For businesses, valuable data also resides in accounting systems, payment processing systems, invoicing software, and inventory management systems. For consumers, data from employers’ payroll systems can provide useful confirmation of income and employment, and data from gig economy platforms can offer insight into the consistency of, for instance, a Lyft driver’s earnings. Given the vast constellation of system types and vendors, accessing and making sense of this data is highly complex. Which data points are valuable and which insights are relevant are quite specific to the financing product being offered. For instance, a lender offering business financing that is secured by receivables would be well served to understand the data in its borrowers’ inventory management systems. Again, these efforts are likely to involve a broad and complex set of data and will benefit from the right blend of automation and machine learning with subject matter expertise and human-in-the-loop decisioning.
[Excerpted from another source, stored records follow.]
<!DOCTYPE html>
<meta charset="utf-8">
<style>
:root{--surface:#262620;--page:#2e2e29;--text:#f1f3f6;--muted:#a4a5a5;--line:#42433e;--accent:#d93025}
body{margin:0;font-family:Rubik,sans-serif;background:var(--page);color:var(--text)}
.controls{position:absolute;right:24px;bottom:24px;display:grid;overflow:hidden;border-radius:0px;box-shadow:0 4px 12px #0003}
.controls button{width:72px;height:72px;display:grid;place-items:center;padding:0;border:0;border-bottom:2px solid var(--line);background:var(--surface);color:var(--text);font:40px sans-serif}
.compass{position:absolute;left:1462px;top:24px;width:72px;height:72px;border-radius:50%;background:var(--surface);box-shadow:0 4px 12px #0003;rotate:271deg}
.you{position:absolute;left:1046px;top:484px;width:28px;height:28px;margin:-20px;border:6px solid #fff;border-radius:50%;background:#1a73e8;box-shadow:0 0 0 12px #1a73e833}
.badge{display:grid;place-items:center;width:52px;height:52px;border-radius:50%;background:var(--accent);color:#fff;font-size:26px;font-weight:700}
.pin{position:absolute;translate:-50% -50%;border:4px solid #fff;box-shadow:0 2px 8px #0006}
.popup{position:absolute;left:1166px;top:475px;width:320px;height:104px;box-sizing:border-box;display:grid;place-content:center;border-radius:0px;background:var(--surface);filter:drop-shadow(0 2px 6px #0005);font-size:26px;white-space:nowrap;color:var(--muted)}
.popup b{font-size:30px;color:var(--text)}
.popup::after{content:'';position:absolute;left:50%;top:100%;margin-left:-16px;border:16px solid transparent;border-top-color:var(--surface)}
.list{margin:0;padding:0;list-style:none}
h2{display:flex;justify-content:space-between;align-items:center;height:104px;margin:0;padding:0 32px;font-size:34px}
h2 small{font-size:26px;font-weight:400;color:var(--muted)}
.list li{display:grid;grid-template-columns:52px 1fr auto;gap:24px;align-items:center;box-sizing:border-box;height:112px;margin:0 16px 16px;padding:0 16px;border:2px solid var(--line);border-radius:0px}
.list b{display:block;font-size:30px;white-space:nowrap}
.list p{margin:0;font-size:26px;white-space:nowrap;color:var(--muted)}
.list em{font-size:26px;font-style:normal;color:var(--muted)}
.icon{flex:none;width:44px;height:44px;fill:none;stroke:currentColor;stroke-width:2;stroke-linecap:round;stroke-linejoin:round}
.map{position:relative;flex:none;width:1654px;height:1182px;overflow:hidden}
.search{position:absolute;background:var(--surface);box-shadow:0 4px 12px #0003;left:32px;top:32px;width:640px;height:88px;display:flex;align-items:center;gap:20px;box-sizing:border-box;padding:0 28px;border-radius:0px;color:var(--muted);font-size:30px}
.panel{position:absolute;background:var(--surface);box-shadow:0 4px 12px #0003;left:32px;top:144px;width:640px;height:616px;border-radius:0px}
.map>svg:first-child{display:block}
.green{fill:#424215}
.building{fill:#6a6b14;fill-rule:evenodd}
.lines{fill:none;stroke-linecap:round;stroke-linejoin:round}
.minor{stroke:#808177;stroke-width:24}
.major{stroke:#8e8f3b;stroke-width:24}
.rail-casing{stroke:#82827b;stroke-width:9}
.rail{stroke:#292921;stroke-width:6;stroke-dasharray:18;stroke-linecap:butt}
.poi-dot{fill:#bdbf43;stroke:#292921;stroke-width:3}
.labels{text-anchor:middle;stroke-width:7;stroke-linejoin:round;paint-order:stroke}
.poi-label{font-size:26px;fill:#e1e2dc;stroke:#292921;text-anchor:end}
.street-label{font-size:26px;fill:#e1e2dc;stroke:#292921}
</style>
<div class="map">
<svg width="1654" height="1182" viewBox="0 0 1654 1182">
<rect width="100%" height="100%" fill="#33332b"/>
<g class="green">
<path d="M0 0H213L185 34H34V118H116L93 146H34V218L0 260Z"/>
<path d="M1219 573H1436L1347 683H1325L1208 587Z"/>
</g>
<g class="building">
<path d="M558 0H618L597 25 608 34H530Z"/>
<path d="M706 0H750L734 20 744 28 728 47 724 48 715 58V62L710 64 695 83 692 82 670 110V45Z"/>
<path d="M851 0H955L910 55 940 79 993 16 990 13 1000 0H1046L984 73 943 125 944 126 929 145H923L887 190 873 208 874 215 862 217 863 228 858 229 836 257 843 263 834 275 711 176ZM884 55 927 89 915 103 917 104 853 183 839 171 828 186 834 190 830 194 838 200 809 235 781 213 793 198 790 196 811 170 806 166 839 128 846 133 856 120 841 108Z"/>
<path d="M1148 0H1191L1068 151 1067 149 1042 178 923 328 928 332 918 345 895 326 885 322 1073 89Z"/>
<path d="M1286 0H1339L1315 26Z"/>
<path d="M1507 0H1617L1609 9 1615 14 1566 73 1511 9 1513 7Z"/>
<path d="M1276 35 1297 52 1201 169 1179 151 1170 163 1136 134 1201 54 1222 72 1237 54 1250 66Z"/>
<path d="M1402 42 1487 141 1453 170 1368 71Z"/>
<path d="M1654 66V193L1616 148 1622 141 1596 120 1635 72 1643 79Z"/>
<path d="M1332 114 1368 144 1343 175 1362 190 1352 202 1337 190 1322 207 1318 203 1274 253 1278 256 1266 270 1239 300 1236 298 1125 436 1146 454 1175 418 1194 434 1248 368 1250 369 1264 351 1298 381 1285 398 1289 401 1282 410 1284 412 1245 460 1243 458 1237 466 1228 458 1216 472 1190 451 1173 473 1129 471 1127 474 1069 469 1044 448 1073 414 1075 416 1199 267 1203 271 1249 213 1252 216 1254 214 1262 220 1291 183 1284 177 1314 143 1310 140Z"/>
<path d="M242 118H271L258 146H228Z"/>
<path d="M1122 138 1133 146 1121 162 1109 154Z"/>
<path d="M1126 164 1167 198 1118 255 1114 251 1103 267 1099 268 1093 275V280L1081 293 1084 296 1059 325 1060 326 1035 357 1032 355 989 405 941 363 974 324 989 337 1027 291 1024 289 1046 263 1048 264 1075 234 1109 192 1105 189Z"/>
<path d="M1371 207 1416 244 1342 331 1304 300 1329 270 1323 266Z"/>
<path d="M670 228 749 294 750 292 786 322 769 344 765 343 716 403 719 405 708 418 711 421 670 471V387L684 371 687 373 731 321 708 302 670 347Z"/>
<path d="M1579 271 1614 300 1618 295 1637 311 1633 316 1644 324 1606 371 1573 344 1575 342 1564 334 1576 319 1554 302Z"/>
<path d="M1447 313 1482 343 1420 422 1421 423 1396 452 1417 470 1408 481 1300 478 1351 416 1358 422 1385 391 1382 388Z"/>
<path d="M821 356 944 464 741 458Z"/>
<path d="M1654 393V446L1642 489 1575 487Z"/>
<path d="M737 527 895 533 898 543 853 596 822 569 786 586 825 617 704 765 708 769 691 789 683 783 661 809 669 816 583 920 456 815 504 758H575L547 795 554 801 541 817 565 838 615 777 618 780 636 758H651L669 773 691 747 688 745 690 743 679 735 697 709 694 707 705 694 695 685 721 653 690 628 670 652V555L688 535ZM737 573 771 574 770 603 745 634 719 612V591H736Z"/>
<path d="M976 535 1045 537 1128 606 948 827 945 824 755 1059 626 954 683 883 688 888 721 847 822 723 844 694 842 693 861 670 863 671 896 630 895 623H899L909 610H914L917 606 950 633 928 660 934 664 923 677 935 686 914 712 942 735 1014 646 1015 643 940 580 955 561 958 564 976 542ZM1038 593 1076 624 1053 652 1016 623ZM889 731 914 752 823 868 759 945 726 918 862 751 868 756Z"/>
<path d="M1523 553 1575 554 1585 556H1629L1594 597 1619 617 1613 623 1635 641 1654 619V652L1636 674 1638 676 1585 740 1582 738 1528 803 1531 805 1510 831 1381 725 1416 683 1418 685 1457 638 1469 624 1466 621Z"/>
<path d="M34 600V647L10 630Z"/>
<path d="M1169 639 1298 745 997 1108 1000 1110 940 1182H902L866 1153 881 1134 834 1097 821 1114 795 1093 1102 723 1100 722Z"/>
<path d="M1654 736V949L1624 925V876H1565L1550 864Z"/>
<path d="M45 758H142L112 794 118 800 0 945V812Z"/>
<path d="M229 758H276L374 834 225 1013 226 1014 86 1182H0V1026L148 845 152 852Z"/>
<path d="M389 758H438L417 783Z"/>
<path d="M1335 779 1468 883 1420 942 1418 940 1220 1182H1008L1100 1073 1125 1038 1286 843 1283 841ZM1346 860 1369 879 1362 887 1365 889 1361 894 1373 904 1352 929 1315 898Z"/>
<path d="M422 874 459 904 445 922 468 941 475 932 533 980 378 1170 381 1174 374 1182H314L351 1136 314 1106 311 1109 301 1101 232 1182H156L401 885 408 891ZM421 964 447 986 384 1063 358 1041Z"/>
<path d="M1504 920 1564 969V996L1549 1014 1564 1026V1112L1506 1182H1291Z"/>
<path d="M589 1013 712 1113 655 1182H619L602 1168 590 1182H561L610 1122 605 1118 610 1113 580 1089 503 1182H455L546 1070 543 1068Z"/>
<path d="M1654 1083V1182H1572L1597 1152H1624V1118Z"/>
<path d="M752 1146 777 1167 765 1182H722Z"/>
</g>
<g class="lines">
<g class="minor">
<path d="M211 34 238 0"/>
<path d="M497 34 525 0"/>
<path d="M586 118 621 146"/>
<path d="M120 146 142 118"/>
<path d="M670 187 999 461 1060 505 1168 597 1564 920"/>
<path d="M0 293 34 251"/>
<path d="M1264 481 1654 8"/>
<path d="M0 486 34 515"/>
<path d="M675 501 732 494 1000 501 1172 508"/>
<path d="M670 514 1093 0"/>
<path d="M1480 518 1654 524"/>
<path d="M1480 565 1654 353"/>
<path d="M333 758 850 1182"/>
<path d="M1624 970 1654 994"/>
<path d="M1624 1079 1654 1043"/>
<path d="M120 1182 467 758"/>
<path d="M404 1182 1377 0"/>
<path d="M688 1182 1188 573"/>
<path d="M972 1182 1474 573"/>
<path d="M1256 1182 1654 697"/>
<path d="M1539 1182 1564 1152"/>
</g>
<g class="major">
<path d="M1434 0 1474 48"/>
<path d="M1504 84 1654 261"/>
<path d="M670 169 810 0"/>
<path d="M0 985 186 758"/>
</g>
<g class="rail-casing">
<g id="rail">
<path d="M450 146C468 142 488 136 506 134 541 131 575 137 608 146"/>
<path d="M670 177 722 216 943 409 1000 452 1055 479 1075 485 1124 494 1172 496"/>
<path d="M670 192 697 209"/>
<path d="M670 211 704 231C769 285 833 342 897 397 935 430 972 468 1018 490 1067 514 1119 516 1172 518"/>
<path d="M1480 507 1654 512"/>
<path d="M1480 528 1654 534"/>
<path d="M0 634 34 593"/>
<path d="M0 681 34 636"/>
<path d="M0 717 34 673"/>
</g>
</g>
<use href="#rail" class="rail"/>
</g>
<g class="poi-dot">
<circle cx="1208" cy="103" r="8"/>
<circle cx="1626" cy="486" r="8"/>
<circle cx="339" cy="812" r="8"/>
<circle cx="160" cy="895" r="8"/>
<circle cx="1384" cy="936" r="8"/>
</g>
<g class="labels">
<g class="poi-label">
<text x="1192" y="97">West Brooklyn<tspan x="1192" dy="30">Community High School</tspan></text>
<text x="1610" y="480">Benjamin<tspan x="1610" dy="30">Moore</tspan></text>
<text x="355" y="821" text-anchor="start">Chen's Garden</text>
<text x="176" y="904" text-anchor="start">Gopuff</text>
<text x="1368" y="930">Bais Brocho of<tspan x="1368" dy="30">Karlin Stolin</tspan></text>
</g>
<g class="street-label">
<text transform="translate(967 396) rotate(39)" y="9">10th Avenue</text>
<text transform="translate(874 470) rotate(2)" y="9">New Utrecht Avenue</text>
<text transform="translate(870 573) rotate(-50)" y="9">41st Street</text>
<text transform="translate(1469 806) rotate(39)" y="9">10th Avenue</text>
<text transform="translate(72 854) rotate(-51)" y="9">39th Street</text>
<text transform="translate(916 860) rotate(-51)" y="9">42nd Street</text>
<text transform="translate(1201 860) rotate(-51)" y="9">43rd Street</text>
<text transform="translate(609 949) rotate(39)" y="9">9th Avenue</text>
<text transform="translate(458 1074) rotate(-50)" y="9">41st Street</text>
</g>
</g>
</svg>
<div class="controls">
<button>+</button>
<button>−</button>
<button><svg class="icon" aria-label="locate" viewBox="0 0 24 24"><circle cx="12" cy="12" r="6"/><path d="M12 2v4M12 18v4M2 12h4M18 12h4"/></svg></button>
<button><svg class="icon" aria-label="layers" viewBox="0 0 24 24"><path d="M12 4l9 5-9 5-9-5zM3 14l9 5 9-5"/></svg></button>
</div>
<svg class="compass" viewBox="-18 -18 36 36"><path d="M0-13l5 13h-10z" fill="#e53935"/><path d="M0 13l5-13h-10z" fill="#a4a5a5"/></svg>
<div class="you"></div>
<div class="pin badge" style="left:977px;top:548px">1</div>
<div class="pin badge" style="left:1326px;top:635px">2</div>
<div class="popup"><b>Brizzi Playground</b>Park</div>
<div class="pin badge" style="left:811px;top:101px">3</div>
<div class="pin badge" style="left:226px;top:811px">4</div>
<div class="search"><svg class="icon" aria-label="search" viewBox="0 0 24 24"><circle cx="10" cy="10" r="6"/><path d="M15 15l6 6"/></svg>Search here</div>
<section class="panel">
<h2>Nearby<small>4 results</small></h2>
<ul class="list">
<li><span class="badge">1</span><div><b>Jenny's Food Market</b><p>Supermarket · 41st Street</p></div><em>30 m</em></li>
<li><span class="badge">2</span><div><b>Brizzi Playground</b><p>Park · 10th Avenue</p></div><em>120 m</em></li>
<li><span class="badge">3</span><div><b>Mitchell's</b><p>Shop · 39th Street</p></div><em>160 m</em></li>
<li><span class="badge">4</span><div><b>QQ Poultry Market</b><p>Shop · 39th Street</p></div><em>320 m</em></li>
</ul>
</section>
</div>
Depending on the prospective customer and the particular financial product being offered, there exist innumerable sources of information that might be relevant to a lending decision. This can be considered ‘ambient data’. While the financial and operational data sources are “customer permissioned”, ambient data is quite different; aggregating and contextualizing it presents its own set of challenges and opportunities. For instance, if a lender is considering a loan to a barbershop, there are many pieces of information that could be of theoretical value. Could one parse the sentiment, rating, and timing of all online reviews? Is it possible to use cellular data to measure foot traffic? Is it possible to compare its menu of services to every similar barbershop and rank it in terms of breadth of offering and price competitiveness?
In theory, all this information exists somewhere, and there’s a reasonable chance it correlates with outcomes a lender desires to predict. However, a multitude of considerations accompany this hyper-ambient approach: Is it worth the money a lender would need to invest? The effort? The complexity of implementation? The fair lending and privacy implications? How significant does the ‘lift’ need to be, and at what scale of lender, for the investment to pay off?
These approaches make brilliant powerpoints and compelling conference talks, but while they might be utilized today in very specific cases, they have not been widely adopted. For broad and aggressive use of ambient data to break into the mainstream, we likely need to see an inflection point in machine learning technology, and likely in regulatory policy as well.
The crisis caused by COVID-19 has touched every part of society, and its effects will be felt for years – if not decades – to come. The best lenders will awaken to this new reality and develop strategies that are powered by a broader and richer set of borrower-specific data, aided by technological advances in machine learning, automation, and human-in-the-loop decisioning. Ultimately, adopting this more data-driven approach will increase access to credit for consumers and businesses, leading to more economic activity and prosperity.